Adam gibi adamların yanında olduk. Görünüşte 'adam' deyip geçerler ama biz geçmedik/geçmeyiz. Adamsa; sözünün eridir. Adamsa vatan onun yeridir. Martaval okumayı bir kenara bırakıp, biriken öfkemizi, kızgınlığımızı, dargınlığımızı bir kenara atıp avazımız çıktığı kadar bağırıp şöyle demeliyiz.

Koşmana, yürümene bak sen !

Dökülen döküldü. Kalan canlar, yiğitler, sevda yüklü kervanlar bizimdir elbette.

Ardından gelmeyen, davanda taş üstüne taş koymayan, konuşmaktan, hasetlikten, vazgeçmeyen varsa gayrısına eyvallah deyip yürümeliyiz. Elbet bizi yolda koyanlar, başımıza çorap örenler, FETÖ ile iş tutup imkan toplayanlar tekrar tekrar keşkeleriyle birlikte kapımıza gelecektir.

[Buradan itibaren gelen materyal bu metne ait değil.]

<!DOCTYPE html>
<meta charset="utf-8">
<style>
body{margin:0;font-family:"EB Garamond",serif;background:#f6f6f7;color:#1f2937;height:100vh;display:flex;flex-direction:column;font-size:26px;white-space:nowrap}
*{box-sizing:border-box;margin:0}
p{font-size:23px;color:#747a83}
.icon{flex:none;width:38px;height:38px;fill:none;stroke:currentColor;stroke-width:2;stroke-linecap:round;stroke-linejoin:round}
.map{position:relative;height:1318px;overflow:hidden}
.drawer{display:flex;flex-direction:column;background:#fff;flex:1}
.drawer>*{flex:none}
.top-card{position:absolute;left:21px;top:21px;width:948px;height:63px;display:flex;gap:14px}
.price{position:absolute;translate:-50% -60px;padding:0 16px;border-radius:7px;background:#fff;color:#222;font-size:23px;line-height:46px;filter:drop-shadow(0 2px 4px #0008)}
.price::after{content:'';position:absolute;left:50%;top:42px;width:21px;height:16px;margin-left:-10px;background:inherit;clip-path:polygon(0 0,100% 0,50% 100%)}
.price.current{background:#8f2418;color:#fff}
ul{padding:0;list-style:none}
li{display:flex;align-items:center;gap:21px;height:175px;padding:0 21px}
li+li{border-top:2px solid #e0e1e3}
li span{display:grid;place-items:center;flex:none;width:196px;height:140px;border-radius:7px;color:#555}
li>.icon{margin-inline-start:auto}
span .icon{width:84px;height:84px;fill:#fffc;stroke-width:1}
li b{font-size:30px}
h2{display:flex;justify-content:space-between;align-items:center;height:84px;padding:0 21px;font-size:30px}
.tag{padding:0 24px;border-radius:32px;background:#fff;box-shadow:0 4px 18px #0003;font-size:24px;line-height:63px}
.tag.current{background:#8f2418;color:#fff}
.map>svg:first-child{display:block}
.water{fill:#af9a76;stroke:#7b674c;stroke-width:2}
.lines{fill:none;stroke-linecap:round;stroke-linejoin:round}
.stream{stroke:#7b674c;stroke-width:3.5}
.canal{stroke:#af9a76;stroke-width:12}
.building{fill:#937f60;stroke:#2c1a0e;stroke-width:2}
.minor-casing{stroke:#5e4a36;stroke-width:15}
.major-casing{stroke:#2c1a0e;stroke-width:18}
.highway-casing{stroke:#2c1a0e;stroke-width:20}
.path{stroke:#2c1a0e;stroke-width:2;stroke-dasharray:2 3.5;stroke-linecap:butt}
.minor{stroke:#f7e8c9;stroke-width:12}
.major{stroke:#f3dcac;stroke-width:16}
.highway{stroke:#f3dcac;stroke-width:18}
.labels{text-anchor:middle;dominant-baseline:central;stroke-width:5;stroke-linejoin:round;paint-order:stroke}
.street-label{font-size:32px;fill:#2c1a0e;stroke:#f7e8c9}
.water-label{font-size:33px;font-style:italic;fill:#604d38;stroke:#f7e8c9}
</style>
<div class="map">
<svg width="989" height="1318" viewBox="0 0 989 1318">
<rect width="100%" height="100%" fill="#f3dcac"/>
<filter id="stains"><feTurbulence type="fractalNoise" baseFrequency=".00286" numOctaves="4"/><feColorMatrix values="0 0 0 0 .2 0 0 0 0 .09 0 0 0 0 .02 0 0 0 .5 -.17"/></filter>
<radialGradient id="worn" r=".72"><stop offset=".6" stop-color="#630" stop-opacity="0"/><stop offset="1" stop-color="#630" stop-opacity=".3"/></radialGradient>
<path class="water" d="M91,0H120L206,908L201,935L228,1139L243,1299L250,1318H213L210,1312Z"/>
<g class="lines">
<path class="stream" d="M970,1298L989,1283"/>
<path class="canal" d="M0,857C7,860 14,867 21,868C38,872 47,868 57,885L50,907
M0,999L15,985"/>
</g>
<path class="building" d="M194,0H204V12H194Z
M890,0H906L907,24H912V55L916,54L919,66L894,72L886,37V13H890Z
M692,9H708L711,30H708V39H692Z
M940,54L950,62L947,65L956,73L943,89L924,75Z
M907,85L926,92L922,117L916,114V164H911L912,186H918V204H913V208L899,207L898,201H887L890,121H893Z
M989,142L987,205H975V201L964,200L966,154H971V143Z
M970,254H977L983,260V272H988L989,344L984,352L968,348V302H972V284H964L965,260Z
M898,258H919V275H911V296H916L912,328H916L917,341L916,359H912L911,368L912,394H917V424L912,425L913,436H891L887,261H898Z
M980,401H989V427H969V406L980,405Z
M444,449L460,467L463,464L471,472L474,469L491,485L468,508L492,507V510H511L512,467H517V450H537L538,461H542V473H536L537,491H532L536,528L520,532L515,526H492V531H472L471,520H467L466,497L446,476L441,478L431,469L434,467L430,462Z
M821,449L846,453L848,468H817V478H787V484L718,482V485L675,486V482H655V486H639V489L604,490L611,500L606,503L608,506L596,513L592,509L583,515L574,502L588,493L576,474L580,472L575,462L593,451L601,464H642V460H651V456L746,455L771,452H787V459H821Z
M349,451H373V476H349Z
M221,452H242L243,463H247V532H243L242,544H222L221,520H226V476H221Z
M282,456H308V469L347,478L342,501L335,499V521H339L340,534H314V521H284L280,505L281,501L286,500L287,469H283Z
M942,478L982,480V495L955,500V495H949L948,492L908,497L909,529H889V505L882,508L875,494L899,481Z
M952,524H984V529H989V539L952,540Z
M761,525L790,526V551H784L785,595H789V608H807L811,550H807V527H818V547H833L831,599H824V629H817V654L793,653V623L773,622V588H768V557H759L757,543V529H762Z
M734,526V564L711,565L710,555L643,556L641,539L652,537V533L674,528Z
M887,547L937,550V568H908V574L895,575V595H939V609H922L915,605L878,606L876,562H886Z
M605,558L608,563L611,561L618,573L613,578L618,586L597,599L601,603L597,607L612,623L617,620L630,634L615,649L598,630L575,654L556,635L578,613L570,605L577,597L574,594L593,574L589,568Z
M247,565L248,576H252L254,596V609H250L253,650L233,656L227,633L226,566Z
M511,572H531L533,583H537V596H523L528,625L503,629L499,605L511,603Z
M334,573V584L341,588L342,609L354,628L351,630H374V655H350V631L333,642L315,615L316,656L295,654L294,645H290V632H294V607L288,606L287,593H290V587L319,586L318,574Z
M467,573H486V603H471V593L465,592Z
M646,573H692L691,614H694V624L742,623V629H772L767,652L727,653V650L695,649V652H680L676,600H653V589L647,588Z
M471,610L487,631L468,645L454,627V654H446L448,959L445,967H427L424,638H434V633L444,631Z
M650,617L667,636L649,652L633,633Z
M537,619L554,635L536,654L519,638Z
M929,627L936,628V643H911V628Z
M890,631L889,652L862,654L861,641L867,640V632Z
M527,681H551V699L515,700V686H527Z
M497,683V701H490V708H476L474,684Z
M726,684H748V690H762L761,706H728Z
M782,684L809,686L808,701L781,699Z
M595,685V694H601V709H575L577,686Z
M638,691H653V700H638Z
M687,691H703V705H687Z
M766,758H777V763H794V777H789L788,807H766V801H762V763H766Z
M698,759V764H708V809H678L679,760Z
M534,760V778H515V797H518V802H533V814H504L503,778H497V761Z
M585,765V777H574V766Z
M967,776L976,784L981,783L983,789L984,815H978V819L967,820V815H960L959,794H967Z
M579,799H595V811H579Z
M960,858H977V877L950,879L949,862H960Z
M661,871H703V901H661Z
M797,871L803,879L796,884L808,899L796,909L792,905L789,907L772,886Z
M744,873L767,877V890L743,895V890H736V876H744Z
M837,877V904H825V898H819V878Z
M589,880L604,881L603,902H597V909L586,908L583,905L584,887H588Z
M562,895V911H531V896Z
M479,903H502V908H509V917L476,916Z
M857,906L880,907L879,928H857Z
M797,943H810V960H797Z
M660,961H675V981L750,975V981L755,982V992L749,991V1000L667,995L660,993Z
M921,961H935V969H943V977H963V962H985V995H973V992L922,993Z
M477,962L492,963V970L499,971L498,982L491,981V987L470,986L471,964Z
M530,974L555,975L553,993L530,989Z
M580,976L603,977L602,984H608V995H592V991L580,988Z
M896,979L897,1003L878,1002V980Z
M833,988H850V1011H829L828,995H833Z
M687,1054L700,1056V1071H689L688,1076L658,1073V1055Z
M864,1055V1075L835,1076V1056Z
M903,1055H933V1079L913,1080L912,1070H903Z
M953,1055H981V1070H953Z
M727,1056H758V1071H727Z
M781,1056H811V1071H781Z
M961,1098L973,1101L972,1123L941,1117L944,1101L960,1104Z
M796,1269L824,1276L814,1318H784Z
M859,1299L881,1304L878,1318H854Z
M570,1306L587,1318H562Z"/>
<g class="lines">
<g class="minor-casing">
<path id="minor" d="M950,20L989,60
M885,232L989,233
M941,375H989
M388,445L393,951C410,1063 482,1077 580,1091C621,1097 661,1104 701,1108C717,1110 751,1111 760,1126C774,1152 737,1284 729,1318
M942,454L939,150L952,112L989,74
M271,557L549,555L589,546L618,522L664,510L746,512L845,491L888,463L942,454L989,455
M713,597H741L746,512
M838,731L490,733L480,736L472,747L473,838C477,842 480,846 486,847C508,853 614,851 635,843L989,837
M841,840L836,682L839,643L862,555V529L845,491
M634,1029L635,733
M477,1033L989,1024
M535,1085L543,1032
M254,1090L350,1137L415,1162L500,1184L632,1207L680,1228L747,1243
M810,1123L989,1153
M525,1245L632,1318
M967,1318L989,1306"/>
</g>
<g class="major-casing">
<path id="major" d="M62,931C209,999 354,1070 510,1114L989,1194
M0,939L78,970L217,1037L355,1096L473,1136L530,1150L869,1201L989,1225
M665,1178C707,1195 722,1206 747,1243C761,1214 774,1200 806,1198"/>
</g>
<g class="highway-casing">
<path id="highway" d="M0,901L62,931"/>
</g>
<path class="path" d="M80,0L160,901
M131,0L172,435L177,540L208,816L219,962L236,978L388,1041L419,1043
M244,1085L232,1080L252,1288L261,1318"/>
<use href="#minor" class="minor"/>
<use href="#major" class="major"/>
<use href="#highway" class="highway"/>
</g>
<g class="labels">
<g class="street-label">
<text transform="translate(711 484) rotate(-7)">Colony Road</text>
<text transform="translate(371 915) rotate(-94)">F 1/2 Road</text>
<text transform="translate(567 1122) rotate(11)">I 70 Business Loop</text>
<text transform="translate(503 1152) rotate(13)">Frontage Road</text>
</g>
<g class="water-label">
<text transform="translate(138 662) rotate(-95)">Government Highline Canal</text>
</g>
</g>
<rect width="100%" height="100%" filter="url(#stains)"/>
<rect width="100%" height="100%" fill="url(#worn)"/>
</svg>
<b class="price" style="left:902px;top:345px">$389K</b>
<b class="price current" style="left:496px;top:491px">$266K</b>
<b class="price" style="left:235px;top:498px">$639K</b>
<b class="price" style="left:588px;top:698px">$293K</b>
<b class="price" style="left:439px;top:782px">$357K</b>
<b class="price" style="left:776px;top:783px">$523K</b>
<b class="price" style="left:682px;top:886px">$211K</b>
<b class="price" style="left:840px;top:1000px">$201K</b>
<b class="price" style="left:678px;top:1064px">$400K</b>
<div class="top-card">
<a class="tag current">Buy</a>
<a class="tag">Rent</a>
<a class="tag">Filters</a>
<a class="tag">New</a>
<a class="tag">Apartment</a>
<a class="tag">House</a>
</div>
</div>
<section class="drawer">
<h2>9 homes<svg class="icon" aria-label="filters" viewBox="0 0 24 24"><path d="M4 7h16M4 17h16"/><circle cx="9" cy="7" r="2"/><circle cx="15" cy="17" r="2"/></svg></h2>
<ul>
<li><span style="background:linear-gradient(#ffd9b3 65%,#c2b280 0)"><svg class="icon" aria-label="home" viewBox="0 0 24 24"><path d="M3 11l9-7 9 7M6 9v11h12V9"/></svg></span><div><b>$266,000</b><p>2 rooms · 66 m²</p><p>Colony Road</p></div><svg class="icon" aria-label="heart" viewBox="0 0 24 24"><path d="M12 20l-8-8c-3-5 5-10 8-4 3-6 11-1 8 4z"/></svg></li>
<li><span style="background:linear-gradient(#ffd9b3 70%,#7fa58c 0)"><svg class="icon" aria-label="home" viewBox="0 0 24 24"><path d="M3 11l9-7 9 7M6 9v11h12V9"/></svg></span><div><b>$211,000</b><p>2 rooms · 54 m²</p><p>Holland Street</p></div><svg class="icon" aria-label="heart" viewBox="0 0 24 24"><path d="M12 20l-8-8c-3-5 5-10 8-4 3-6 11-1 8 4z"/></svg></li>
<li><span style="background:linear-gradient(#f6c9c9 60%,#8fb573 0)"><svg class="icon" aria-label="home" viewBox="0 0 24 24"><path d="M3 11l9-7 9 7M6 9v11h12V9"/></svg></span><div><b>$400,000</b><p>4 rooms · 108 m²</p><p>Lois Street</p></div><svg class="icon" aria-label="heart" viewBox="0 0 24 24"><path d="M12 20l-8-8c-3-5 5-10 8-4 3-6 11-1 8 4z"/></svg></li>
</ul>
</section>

Yükü ağırdır devin… Bilirsin, anlarsın… Kan kusar, kızılcık şerbeti içersin. Yumruğunu sıkar ceketine gizlersin. Ne yapacaksın ?

Zaman ve mekana sığmayan davanın bayraktarlığı kolay değil. Bu devirde adam olmak, er doğmak kolay değil.

Adamlık her zaman kazanır Anadolu'da… Bağrı yanık dualarıyla Allah katında… Yaşarken adı vardır. Ölünce efsanen… Ki ömür ömür üstüne… Ömür, efsanen ile mümkün.